*** ENTRIES SUPPLIED ***
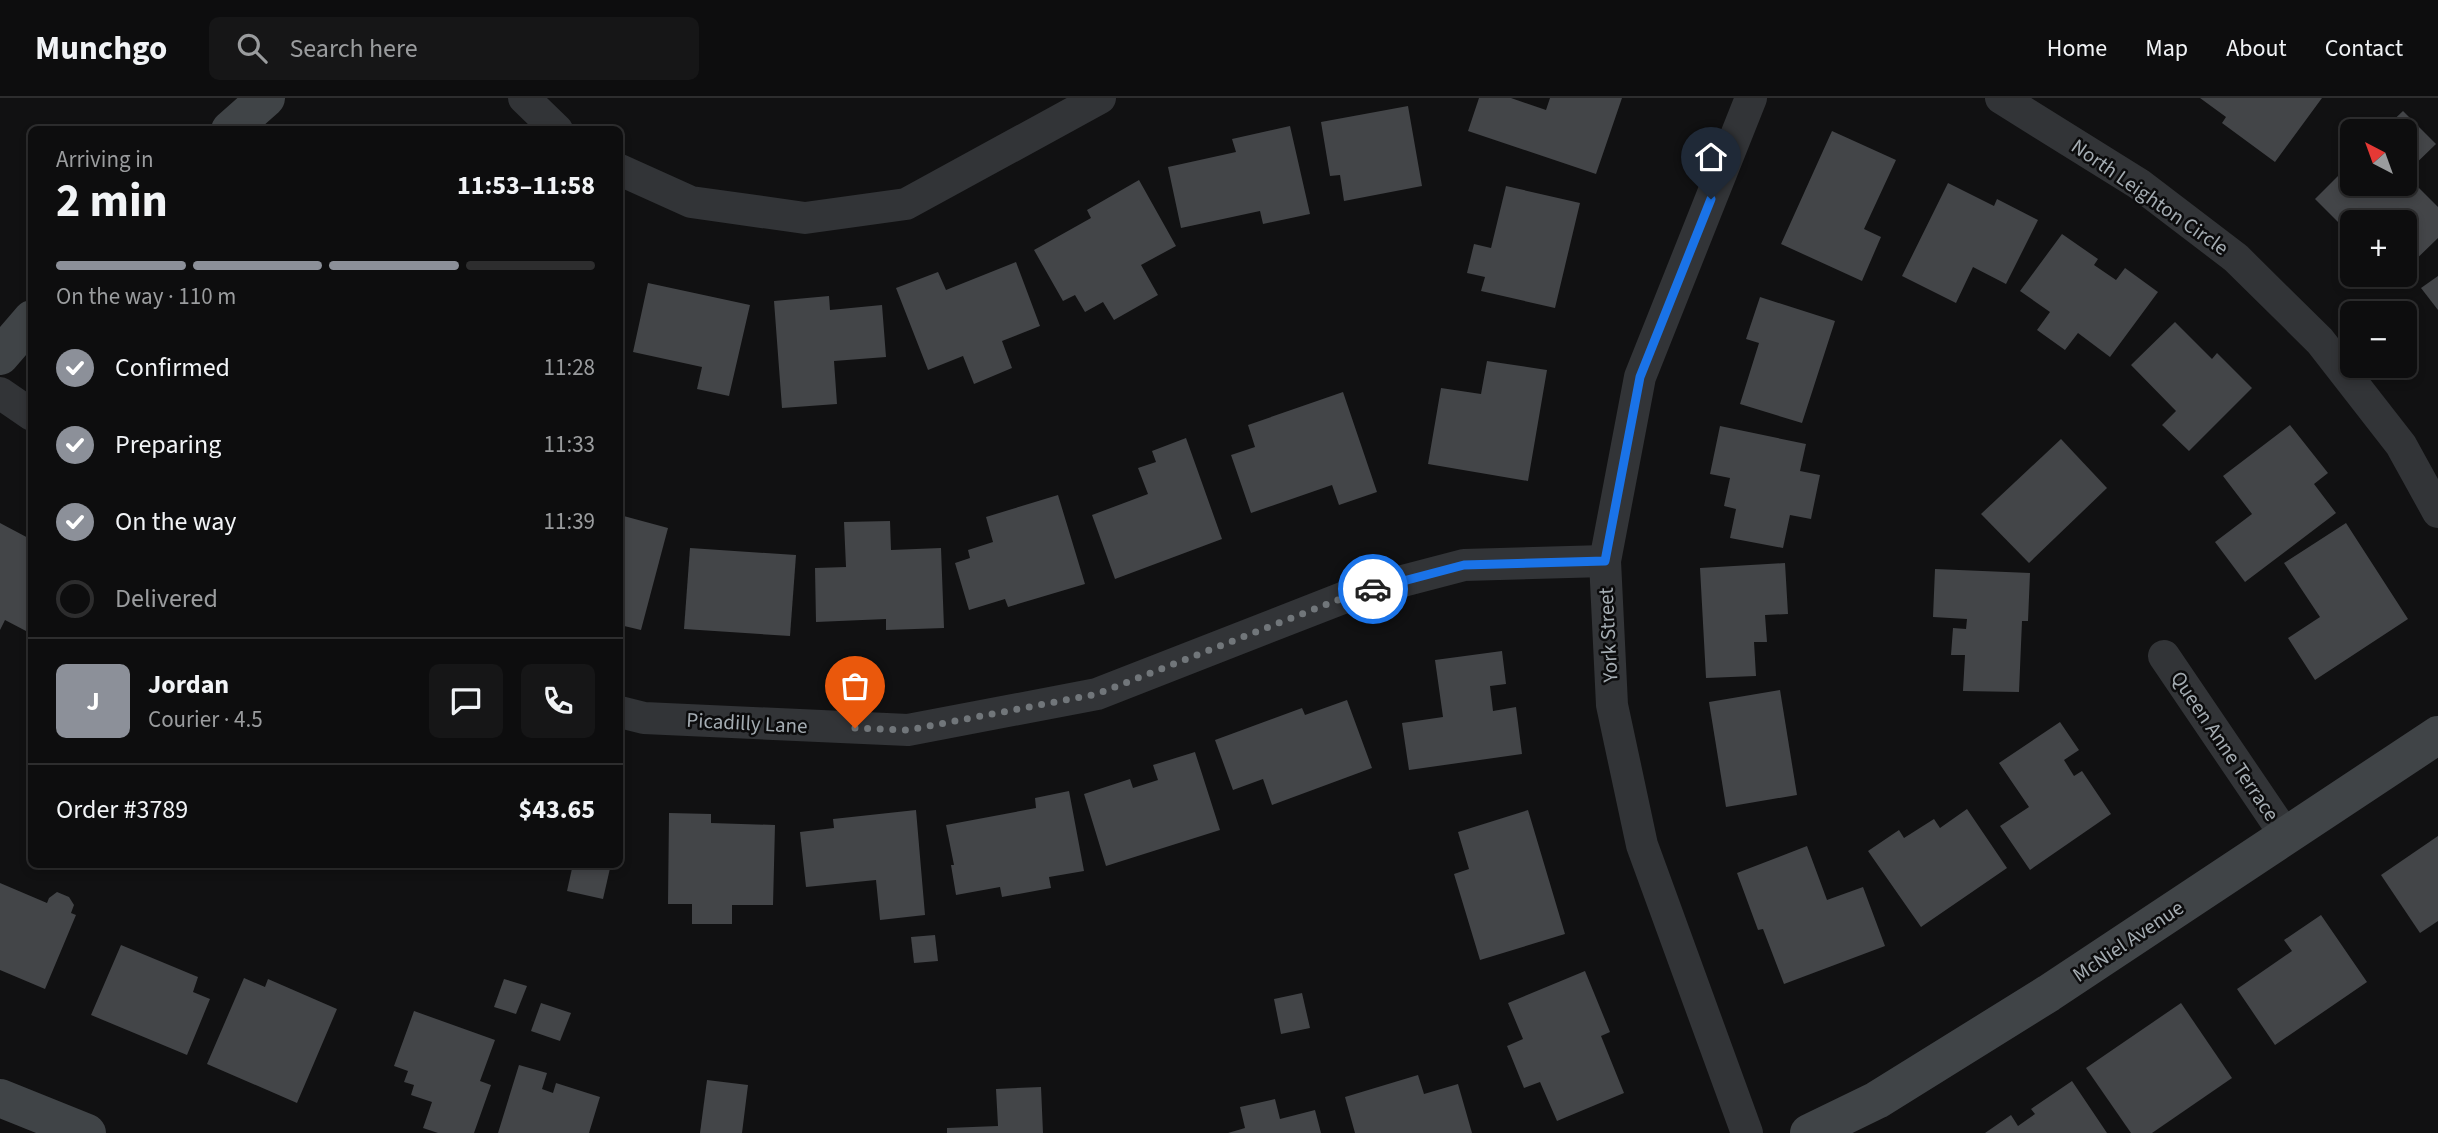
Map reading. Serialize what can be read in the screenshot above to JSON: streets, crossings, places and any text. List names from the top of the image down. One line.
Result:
{"streets":{"street":["North Leighton Circle","York Street","Picadilly Lane","Queen Anne Terrace","McNiel Avenue"]},"crossings":[["York Street","Picadilly Lane"],["Queen Anne Terrace","McNiel Avenue"]],"north":"top left","page":{"header":"Munchgo","search":"Search here","nav":["Home","Map","About","Contact"],"map_buttons":["+","−"],"heading":["2 min","Arriving in","11:53–11:58"],"panel":["Jordan","Courier · 4.5","Order #3789","$43.65"],"bar":"On the way · 110 m","list":[["Confirmed","11:28"],["Preparing","11:33"],["On the way","11:39"],"Delivered"],"round":"J"}}
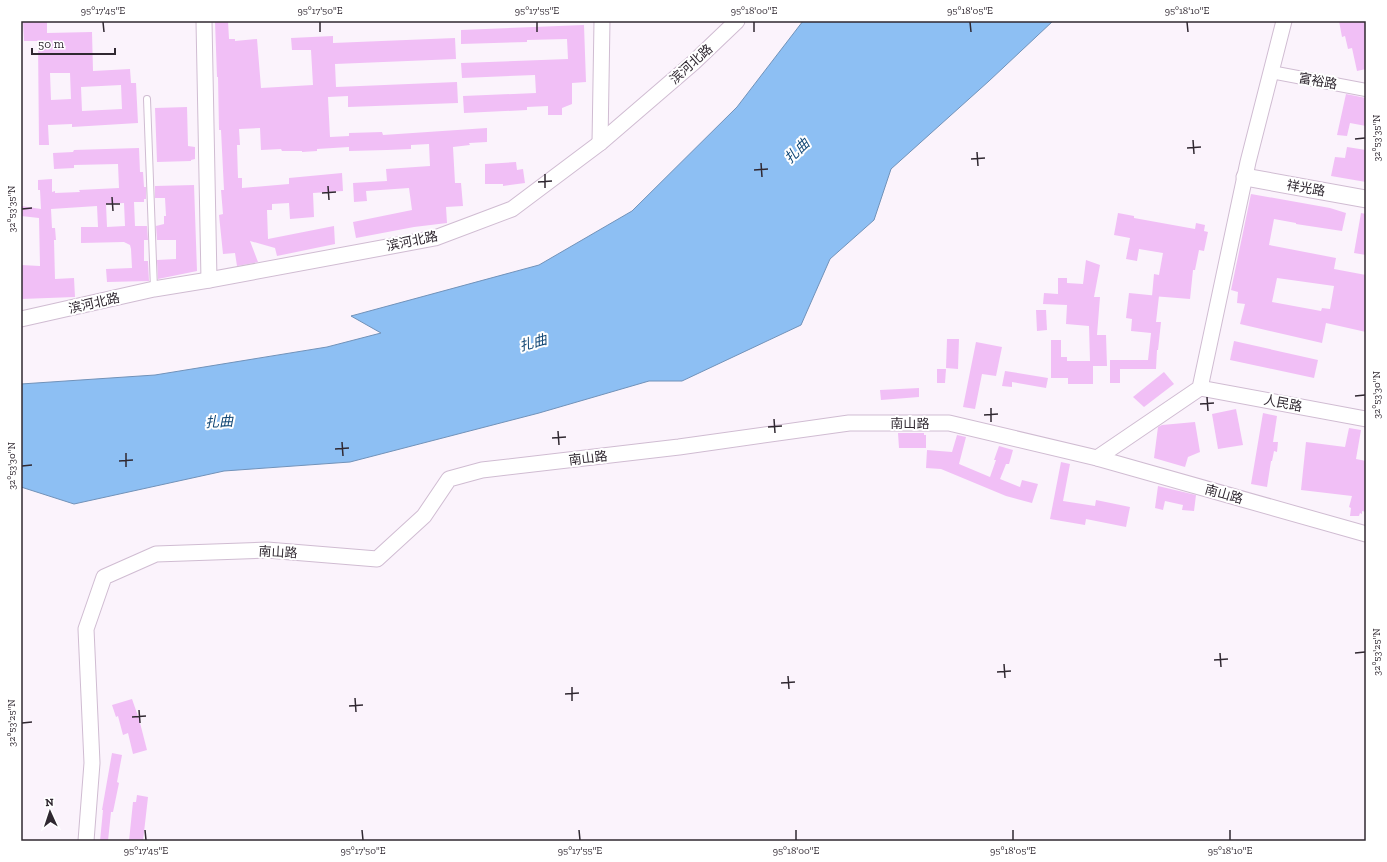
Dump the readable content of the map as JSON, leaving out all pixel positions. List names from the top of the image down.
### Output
{
  "streets": {
    "main road": ["祥光路"],
    "street": [
      "滨河北路",
      "富裕路",
      "人民路",
      "南山路"
    ]
  },
  "water": ["扎曲"],
  "scale_bar": "50 m",
  "north": "top",
  "coordinates": [
    "95°17'45\"E",
    "95°17'50\"E",
    "95°17'55\"E",
    "95°18'00\"E",
    "95°18'05\"E",
    "95°18'10\"E",
    "32°53'35\"N",
    "32°53'30\"N",
    "32°53'25\"N"
  ]
}
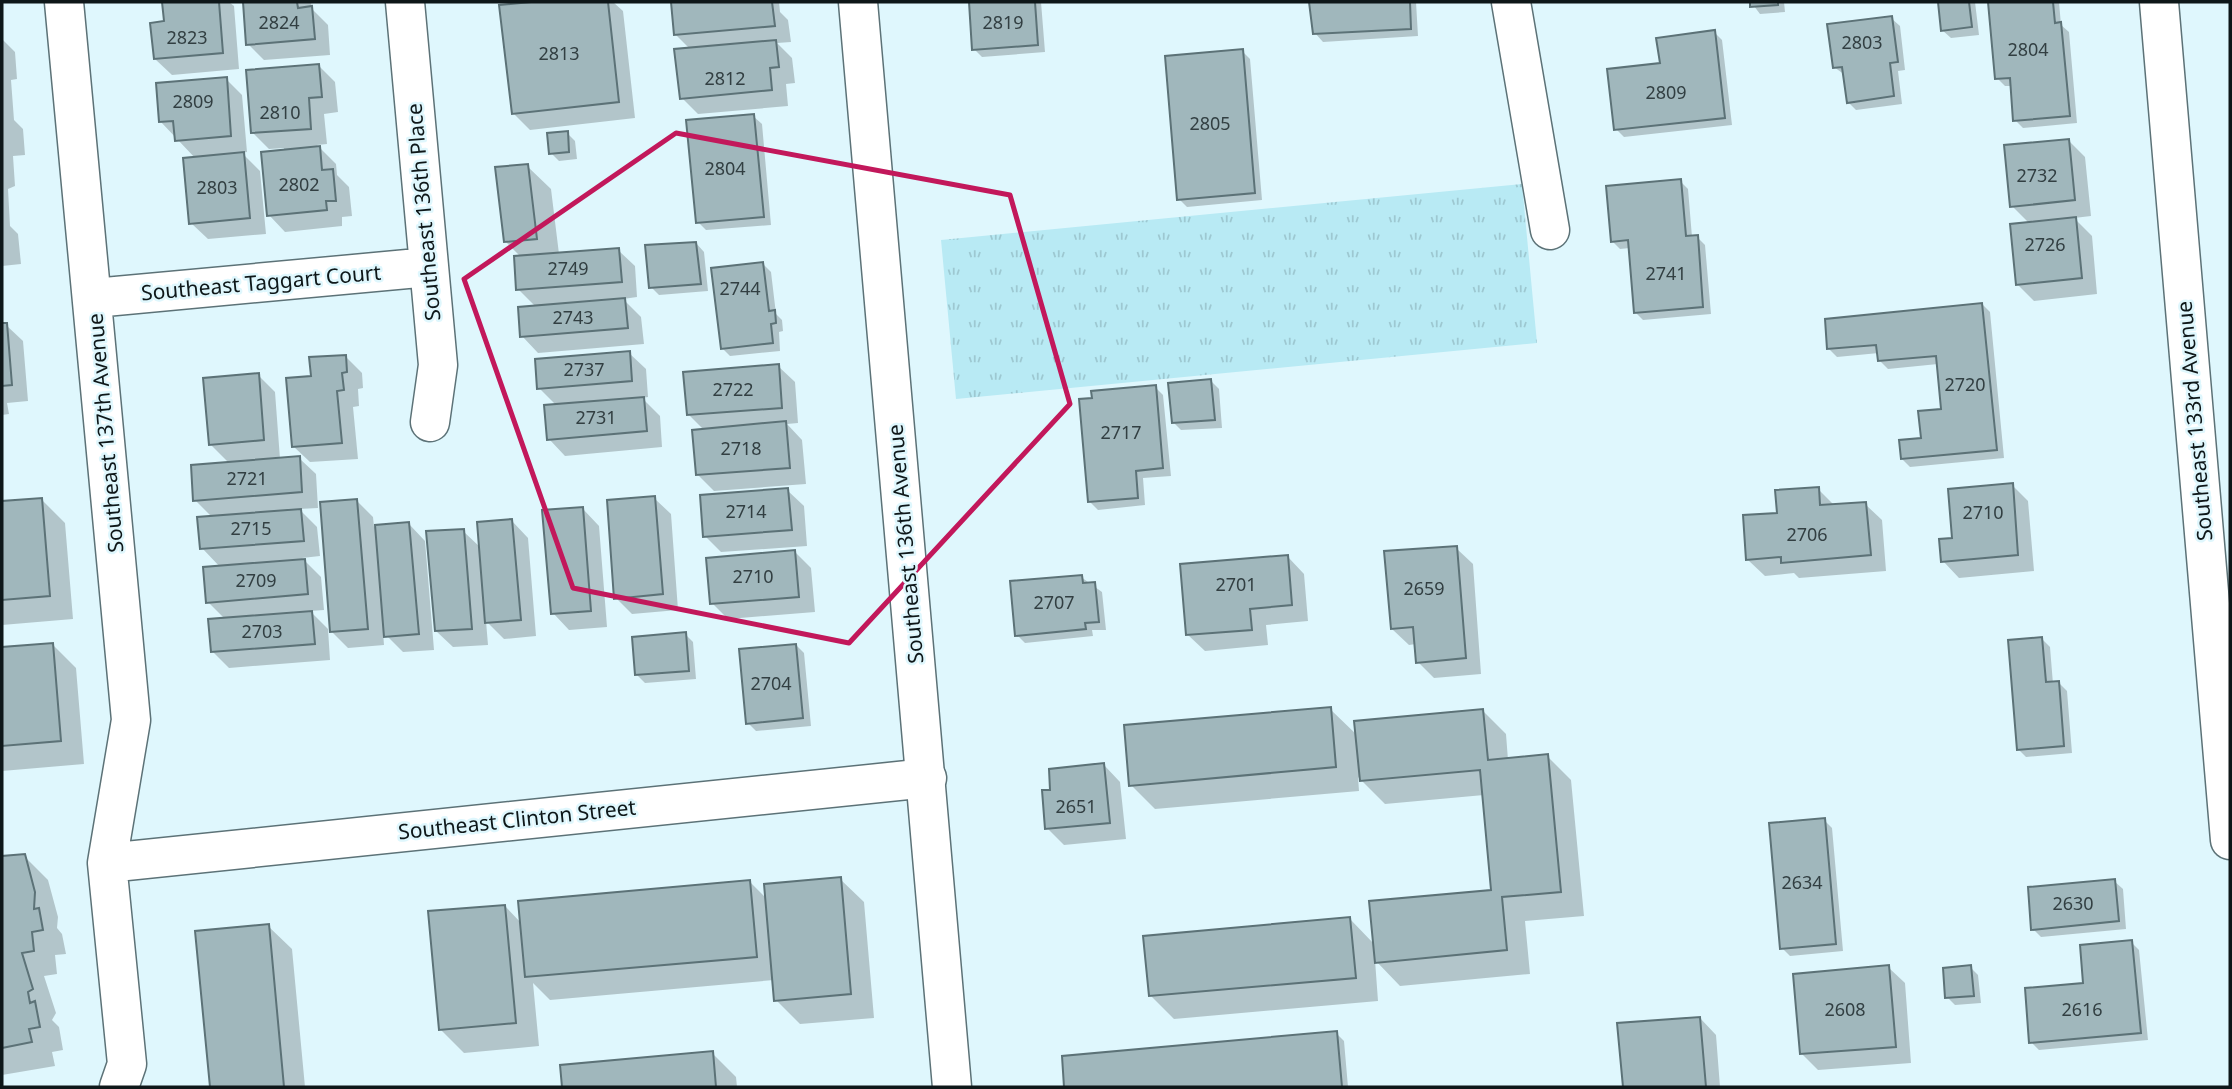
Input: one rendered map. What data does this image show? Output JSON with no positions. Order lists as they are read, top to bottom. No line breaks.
{"streets":{"street":["Southeast 136th Place","Southeast Taggart Court","Southeast 133rd Avenue","Southeast 137th Avenue","Southeast 136th Avenue","Southeast Clinton Street"]},"crossings":[["Southeast 136th Place","Southeast Taggart Court"],["Southeast Taggart Court","Southeast 137th Avenue"],["Southeast 137th Avenue","Southeast Clinton Street"],["Southeast 136th Avenue","Southeast Clinton Street"]],"house_numbers":["2824","2819","2823","2803","2804","2813","2812","2809","2809","2810","2805","2804","2732","2802","2803","2726","2749","2741","2744","2743","2737","2720","2722","2731","2717","2718","2721","2714","2710","2715","2706","2710","2709","2701","2659","2707","2703","2704","2651","2634","2630","2608","2616"]}
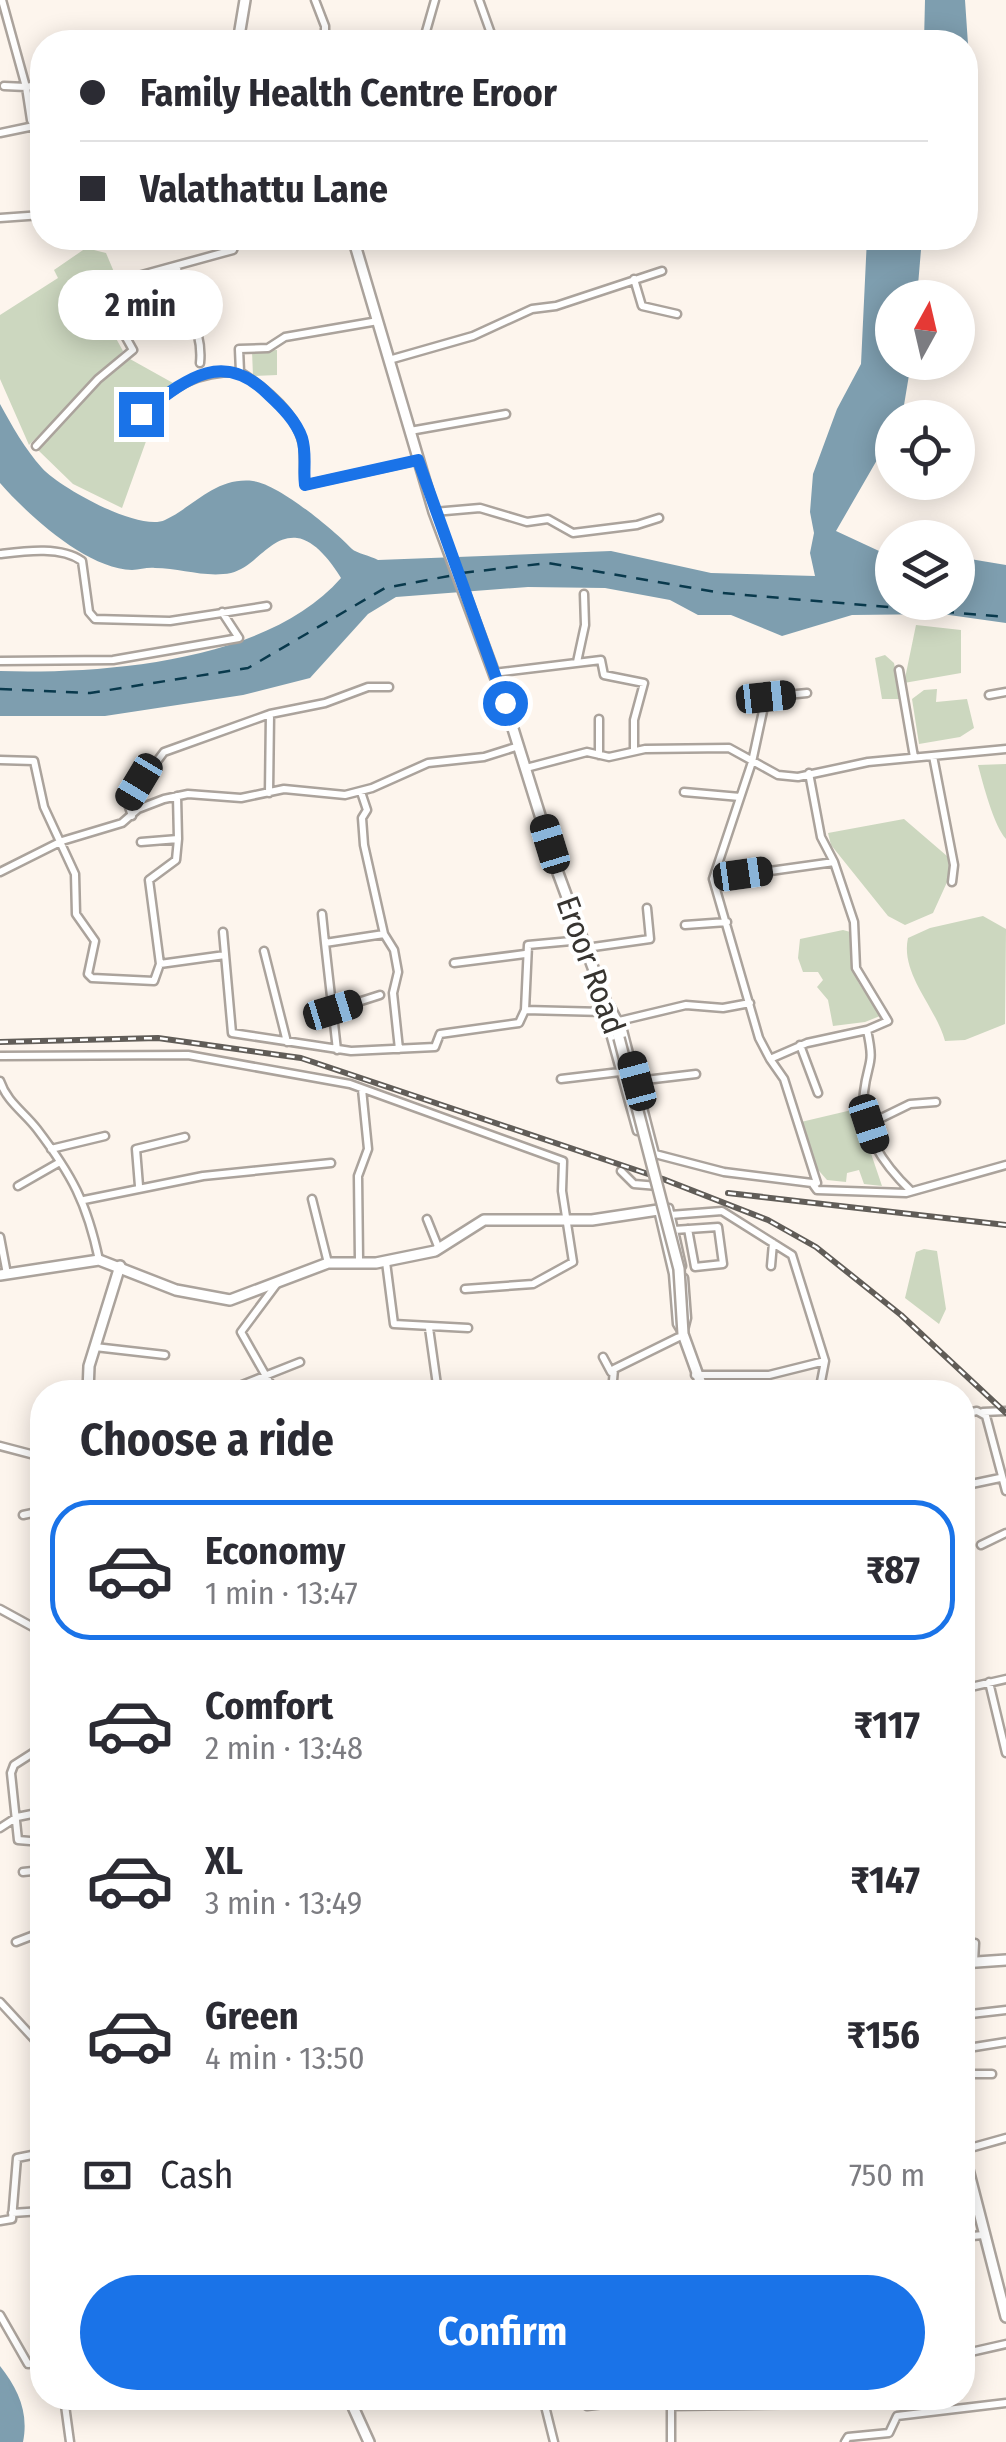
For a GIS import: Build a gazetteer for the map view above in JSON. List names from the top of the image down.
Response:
*** End of ENTRIES SUPPLIED ***
▶ TASK OBJECTIVE
Work out how many lines in this data contain "above". Only that number should be given.

▶ RESPONSE TO THE EXERCISE
2